Among the lines of the records, count those containing the word "rows", then give the number alone.

• [Excerpted records]
*** Begin section ***
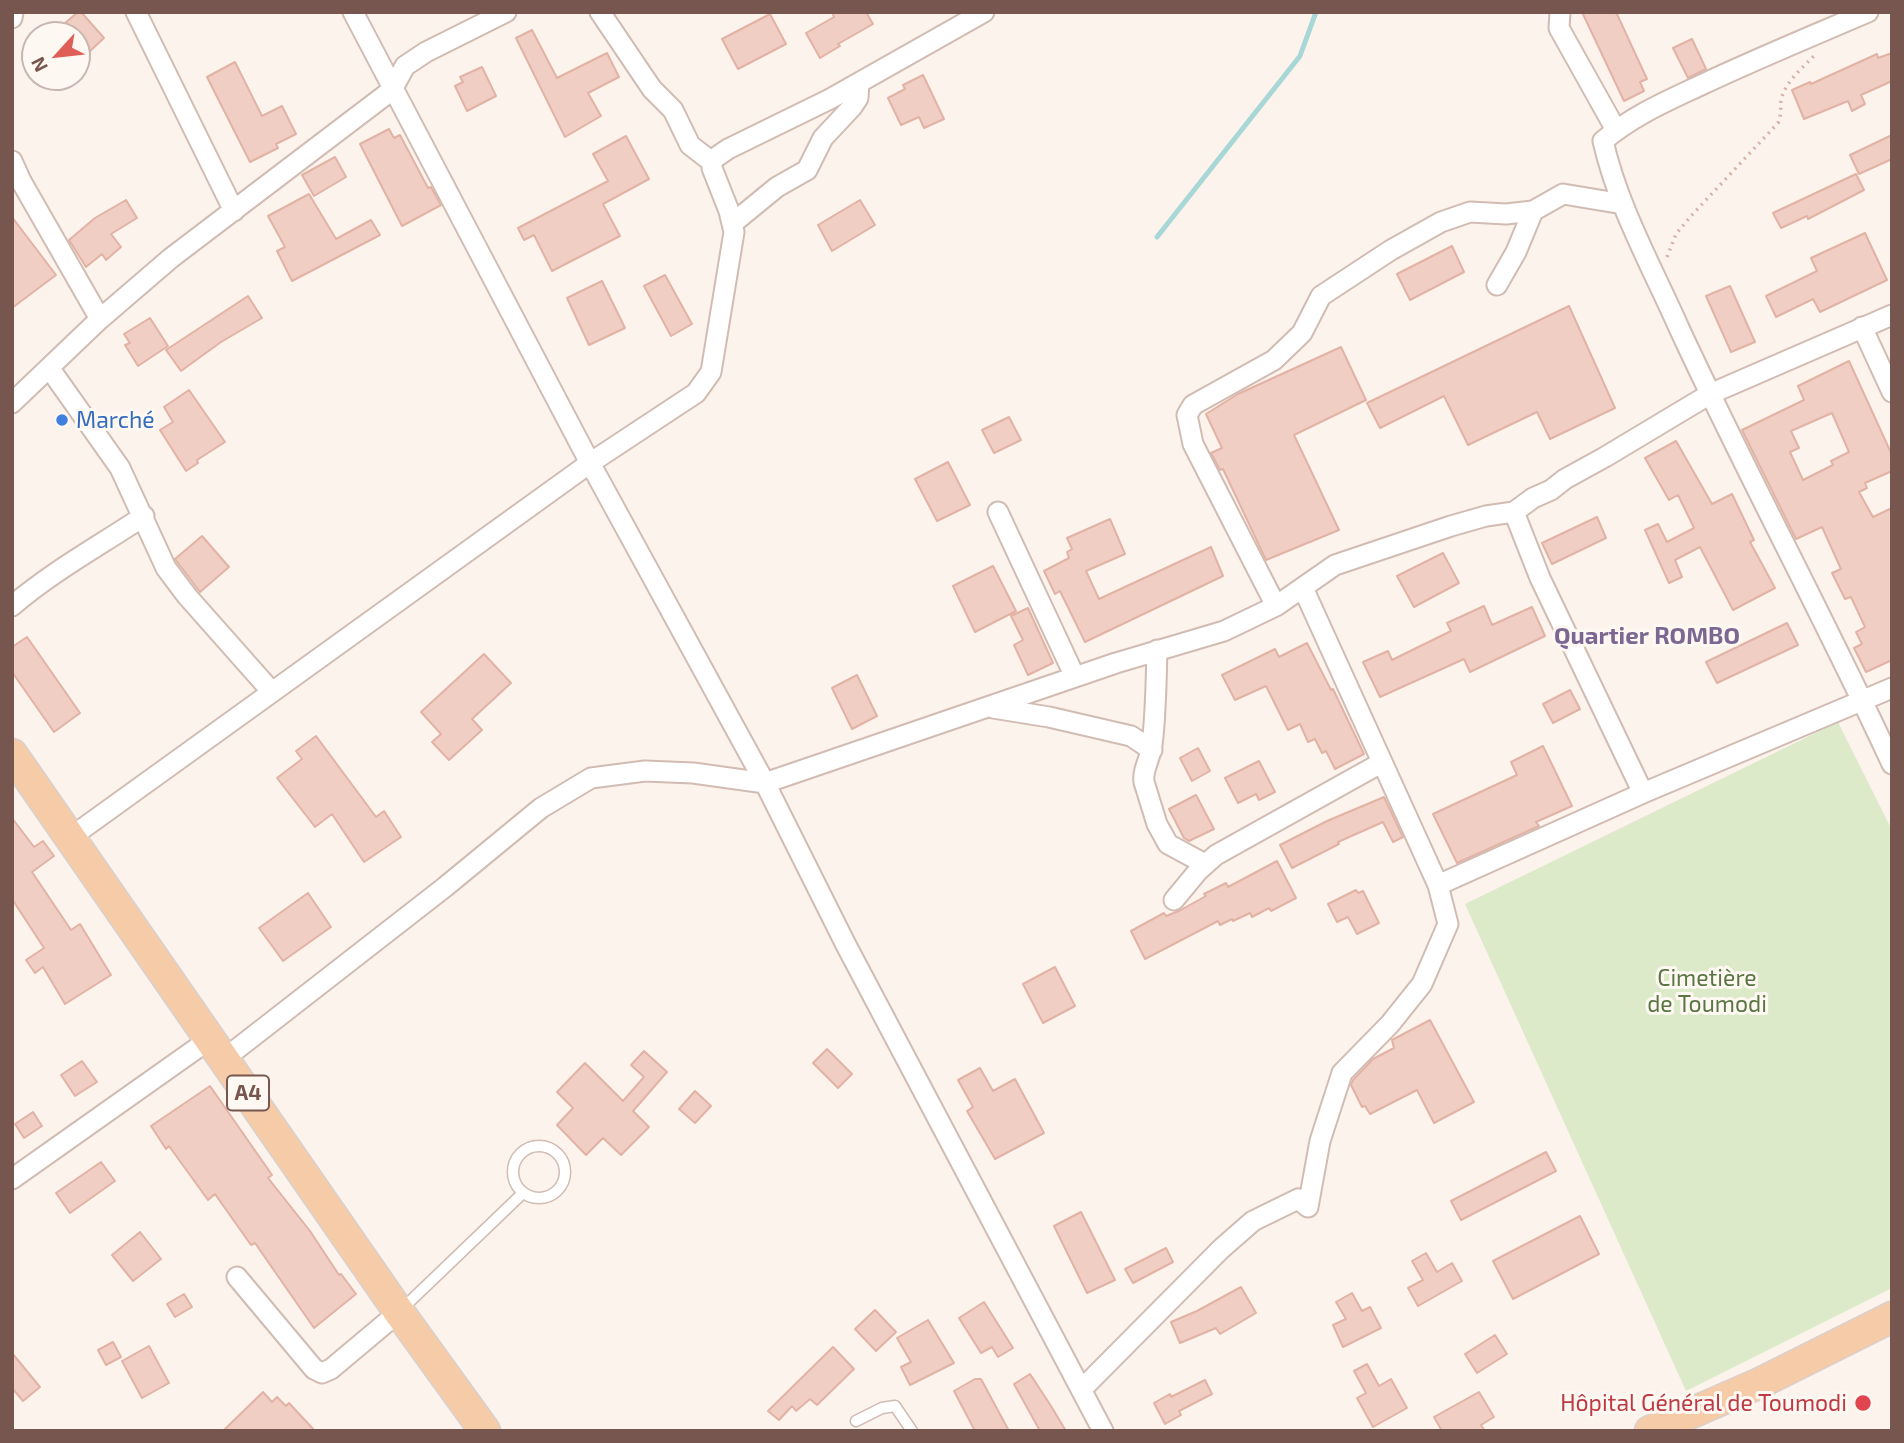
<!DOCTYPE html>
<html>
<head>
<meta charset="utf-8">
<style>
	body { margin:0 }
	#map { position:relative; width:1904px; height:1443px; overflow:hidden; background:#fcf3ec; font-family:"Exo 2",sans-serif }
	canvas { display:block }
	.frame { position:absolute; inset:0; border:14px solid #77564f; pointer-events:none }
	.north { position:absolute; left:21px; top:21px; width:70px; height:70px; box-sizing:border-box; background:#fef8f2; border:2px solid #c8b7b1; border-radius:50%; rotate:243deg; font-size:19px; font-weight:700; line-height:28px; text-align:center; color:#77564f }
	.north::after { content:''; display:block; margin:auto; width:24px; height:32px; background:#df5f58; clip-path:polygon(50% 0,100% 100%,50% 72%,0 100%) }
</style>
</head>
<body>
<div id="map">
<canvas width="1904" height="1443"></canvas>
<div class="frame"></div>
<div class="north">N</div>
</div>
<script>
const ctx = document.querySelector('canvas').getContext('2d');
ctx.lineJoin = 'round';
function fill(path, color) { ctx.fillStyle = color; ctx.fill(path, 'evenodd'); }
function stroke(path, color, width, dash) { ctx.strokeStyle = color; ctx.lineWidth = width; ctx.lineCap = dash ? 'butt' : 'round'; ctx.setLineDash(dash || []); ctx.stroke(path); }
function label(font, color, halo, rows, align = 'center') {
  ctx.font = font + ' "Exo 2",sans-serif'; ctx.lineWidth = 6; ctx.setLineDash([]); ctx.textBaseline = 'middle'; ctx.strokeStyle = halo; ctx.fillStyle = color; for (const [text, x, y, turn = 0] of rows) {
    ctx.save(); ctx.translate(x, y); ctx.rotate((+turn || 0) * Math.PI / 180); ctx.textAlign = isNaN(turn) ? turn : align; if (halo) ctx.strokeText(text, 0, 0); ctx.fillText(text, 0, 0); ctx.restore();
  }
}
const green = new Path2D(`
	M1838 722 1892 830V1288L1686 1391 1465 904Z`);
const stream = new Path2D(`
	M1157 237 1300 56 1316 12`);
const building = new Path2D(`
	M78 12H81L104 38 89 52 77 39V35H74L64 24Z
	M832 12H866L873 24 838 44 840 46 820 58 806 33 834 17Z
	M1582 12H1616L1647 79 1640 82 1644 91 1624 101Z
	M770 14 786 44 738 69 722 39Z
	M532 30 557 78 607 53 619 77 588 93 601 116 565 137 516 38Z
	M1692 39 1706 69 1688 78 1673 48Z
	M1892 53V81L1861 95 1865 104 1852 111 1848 101 1804 119 1792 90 1810 82 1811 84 1877 54 1878 58Z
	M235 62 262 116 282 106 296 134 276 144 278 148 250 162 207 77Z
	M482 67 496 96 467 111 455 86 463 82 460 77Z
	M923 75 944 119 924 128 919 117 901 125 888 98 905 89 903 85Z
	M389 129 394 138 400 135 428 188 431 187 441 205 402 226 360 144Z
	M1892 135V159L1859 174 1850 155Z
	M626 136 649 179 603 204 620 236 552 271 534 235 524 240 518 228 608 181 593 154Z
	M335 157 346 177 314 196 302 175Z
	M1856 174 1864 190 1808 219 1807 216 1781 228 1773 213Z
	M309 194 336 239 371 220 380 235 292 281 277 251 285 247 268 216Z
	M126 200 137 218 111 234 121 247 106 260 102 254 86 267 69 240 95 218Z
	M860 200 875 225 832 251 818 225Z
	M12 217 56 275 12 308Z
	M1865 233 1887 280 1820 312 1813 299 1776 317 1766 296 1817 271 1811 258Z
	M1452 246 1464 272 1410 300 1397 274Z
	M665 275 692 324 671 336 644 286Z
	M602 281 625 328 589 345 567 298Z
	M1730 286 1755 342 1731 352 1706 296Z
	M248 296 262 318 221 342 181 371 166 350Z
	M1569 306 1615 408 1550 439 1537 412 1468 445 1444 396 1380 428 1367 403Z
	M150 318 168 346 138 366 125 345 130 343 124 334Z
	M1341 347 1366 400 1294 435 1339 530 1266 560 1223 469 1220 470 1211 453 1222 448 1206 414 1238 394Z
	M1849 361 1892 455V471L1865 483 1867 488 1859 492 1873 517 1892 508V660L1866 672 1854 648 1862 644 1856 632 1865 627 1851 597 1845 599 1832 573 1841 569 1822 527 1796 539 1742 430 1804 400 1798 386ZM1832 413 1849 452 1831 461 1833 465 1803 480 1790 452 1799 448 1791 431Z
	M189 390 225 442 197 460 198 463 186 471 160 430 173 422 164 407Z
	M1009 417 1021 440 994 453 982 430Z
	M1676 441 1712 504 1732 494 1754 540 1750 542 1775 588 1733 610 1700 547 1675 560 1682 577 1669 583 1645 530 1658 524 1667 542 1694 528 1678 495 1669 500 1645 458Z
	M948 462 970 505 937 521 915 479Z
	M1597 517 1606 538 1552 564 1542 543Z
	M1110 519 1125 554 1086 571 1099 599 1211 547 1223 576 1085 642 1060 591 1055 594 1044 571 1069 558 1067 552 1072 549 1067 538Z
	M202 536 229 567 200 592 175 559Z
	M1443 553 1459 583 1414 607 1397 576Z
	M993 566 1016 611 975 632 953 586Z
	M1484 606 1492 625 1532 607 1545 636 1470 672 1464 659 1380 697 1363 662 1388 651 1392 660 1451 631 1447 623Z
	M1028 608 1053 663 1028 675 1014 645 1023 640 1011 616Z
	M1787 623 1798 645 1717 683 1706 662Z
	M27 637 80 713 54 732 12 672V647Z
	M1307 643 1331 690 1333 689 1364 754 1335 769 1326 751 1322 753 1315 739 1308 742 1300 724 1288 730 1266 686 1235 700 1222 675 1275 649 1279 657Z
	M484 654 511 683 472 719 482 730 449 760 432 742 441 734 421 712Z
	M857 675 877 716 852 729 832 688Z
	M1570 690 1580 709 1553 723 1543 704Z
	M316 736 376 817 384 811 401 837 364 862 332 814 315 827 277 778 302 759 296 751Z
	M1543 746 1572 806 1536 822 1539 826 1457 863 1433 814 1517 775 1511 762Z
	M1198 748 1210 771 1192 781 1180 758Z
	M1259 761 1275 792 1259 800 1256 794 1238 803 1225 778Z
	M1196 795 1214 829 1189 841 1184 838 1169 809Z
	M1384 797 1403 837 1393 842 1383 822 1338 842 1339 844 1292 868 1280 845 1327 821Z
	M12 818 34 847 43 841 54 856 32 872 71 930 80 924 111 975 65 1004 43 967 35 973 26 960 44 948 12 899Z
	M1277 861 1296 898 1271 911 1269 908 1252 917 1250 913 1233 921 1232 919 1220 925 1218 921 1145 959 1131 931 1164 913 1166 916 1179 911 1206 896 1204 894 1226 883 1228 887Z
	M1356 890 1358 893 1363 891 1379 923 1357 934 1348 917 1337 922 1328 904Z
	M308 893 331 927 283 961 259 928Z
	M1055 967 1075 1006 1043 1023 1023 984Z
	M1430 1020 1474 1102 1434 1123 1417 1090 1370 1114 1365 1106 1362 1107 1351 1085 1353 1080 1373 1059 1394 1048 1392 1040Z
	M827 1049 852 1074 838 1088 813 1063Z
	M644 1051 667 1072 633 1111 649 1127 621 1155 603 1138 586 1155 557 1125 573 1108 557 1092 585 1063 623 1101 644 1077 631 1065Z
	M82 1061 97 1082 75 1096 61 1075Z
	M980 1068 993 1091 1015 1079 1044 1133 995 1159 967 1111 973 1107 958 1080Z
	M210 1086 272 1175 268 1178 310 1231 339 1275 341 1274 356 1294 314 1328 255 1243 251 1245 215 1194 208 1200 169 1146 166 1149 151 1126Z
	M695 1091 711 1106 695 1123 679 1109Z
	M33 1112 42 1126 24 1138 15 1124Z
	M1546 1152 1556 1171 1461 1220 1451 1201Z
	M101 1162 115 1181 70 1213 56 1193Z
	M1081 1212 1115 1280 1087 1293 1054 1226Z
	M1580 1216 1599 1254 1513 1299 1493 1261Z
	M140 1232 161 1259 133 1281 112 1255Z
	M1166 1248 1173 1262 1133 1283 1125 1269Z
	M1426 1253 1437 1272 1452 1263 1462 1281 1418 1306 1408 1288 1423 1280 1412 1261Z
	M1241 1287 1256 1313 1220 1334 1216 1328 1180 1343 1171 1322 1197 1311Z
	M1352 1293 1362 1311 1370 1307 1381 1328 1343 1347 1333 1325 1346 1319 1336 1302Z
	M184 1294 192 1307 175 1317 167 1304Z
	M984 1302 1013 1348 998 1357 992 1347 981 1353 959 1318Z
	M875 1310 896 1332 876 1351 855 1329Z
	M928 1320 954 1363 910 1385 901 1367 911 1362 897 1338Z
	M1495 1335 1507 1354 1477 1373 1465 1354Z
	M113 1342 121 1357 106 1365 98 1350Z
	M149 1346 169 1383 142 1398 122 1361Z
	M833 1347 854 1369 817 1405 810 1399 796 1411 792 1406 779 1420 768 1411Z
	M12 1353 40 1387 23 1401 12 1388Z
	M1367 1364 1379 1386 1391 1379 1407 1408 1373 1427 1357 1398 1366 1393 1354 1371Z
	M1030 1374 1051 1406 1066 1431H1040L1014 1384Z
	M975 1379H981L1009 1431H975L954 1391Z
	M1205 1380 1212 1394 1179 1411 1181 1415 1165 1424 1154 1403 1170 1394 1171 1397Z
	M263 1392 272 1402 277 1397 286 1406 289 1403 315 1431H223Z
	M1479 1392 1494 1417 1481 1425 1485 1431H1442L1434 1417Z`);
const path = new Path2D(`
	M1667 257 1676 234 1691 216 1778 123C1783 111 1779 105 1782 96 1788 80 1803 67 1814 56`);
const lane = new Path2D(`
	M513 1172a26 26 0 1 1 52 0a26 26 0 1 1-52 0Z
	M402 1309 523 1193
	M856 1421 882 1408 895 1406 912 1431`);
const street = new Path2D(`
	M136 12 234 211
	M353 12 590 463 765 783 846 945 1103 1431
	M1560 12 1559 28 1616 130
	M1868 12C1812 36 1756 59 1701 85 1667 101 1632 116 1603 141 1618 207 1652 267 1679 328 1747 475 1824 617 1892 764
	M12 18 13 12
	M12 161 21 181 100 319
	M712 162 715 158 728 149 830 99 984 12
	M733 223 777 187 807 170 823 138 852 107 858 98 859 83
	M1497 285 1516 252 1533 211
	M1862 327 1892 392
	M50 369 120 468 166 568 187 596 272 692
	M12 403 100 319 171 258 392 90 405 66 426 52 506 12
	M998 512 1075 677
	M1514 512 1540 578 1643 793
	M12 606C53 571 99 546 144 516
	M1276 606 1193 444 1187 415 1193 405 1274 360 1302 333 1321 296 1391 250 1441 222 1470 212 1506 214 1533 211 1563 194 1623 204
	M1157 650C1156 682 1156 714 1152 745 1151 757 1142 770 1144 782L1157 824 1168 844 1205 864
	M993 708 1049 717 1131 736 1152 750
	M71 837 590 463 696 393 711 372 734 232 729 211 712 168V162L690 145 673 110 652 89 600 12
	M1438 885 1643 793 1892 688
	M1174 900 1198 871 1216 855 1381 763
	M224 1059 445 887 541 808 591 778 645 771 693 773 765 783 1116 663 1224 631 1276 606 1335 565 1451 526 1486 516 1514 512 1533 498 1551 490 1565 479 1605 457 1710 394 1892 315
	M12 1179 210 1039
	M237 1277 314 1369 322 1373 331 1369 399 1312
	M1082 1389 1221 1249 1253 1221 1298 1199 1308 1207 1320 1141 1342 1073 1390 1024 1422 984 1448 924 1438 885 1303 588`);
const primary = new Path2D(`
	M12 754 399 1312 485 1431
	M1650 1431 1760 1383 1892 1317`);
const markers = [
	[62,420,7,"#3f7fe0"],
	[1863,1403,9,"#e0444e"]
];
const shields = [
	[248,1093,42]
];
const shieldNames = [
	["A4",248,1093]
];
const shopNames = [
	["Marché",76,420]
];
const parkNames = [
	["Cimetière",1707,978],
	["de Toumodi",1707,1004]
];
const healthNames = [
	["Hôpital Général de Toumodi",1847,1403]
];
const neighbourhoodNames = [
	["Quartier ROMBO",1647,636]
];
fill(green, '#dceaca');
stroke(stream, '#a7d7d6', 5);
fill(building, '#f0cec4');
stroke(building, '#e2b2a5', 2);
stroke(lane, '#d1bcb3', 13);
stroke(street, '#d1bcb3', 23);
stroke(primary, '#d9d0ce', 33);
stroke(path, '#d6b1a7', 3.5, [2, 5]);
stroke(lane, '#fff', 10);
stroke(street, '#fff', 19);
stroke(primary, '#f6cca8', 30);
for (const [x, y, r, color] of markers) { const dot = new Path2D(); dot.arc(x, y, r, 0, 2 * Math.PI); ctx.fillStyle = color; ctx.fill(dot); stroke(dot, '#fef8f2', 2.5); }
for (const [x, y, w] of shields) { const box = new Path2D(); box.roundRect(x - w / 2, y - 17.5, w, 35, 5); ctx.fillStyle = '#fef8f2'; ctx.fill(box); stroke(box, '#77564f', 2); }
label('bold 21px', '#77564f', null, shieldNames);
label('23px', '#366cbe', '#fef8f2', shopNames, 'left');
label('23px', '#5b7644', '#fef8f2', parkNames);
label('23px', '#be3a42', '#fef8f2', healthNames, 'right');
label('bold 24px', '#7c6792', '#fef8f2', neighbourhoodNames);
</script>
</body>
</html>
*** End section ***
• [Response] 2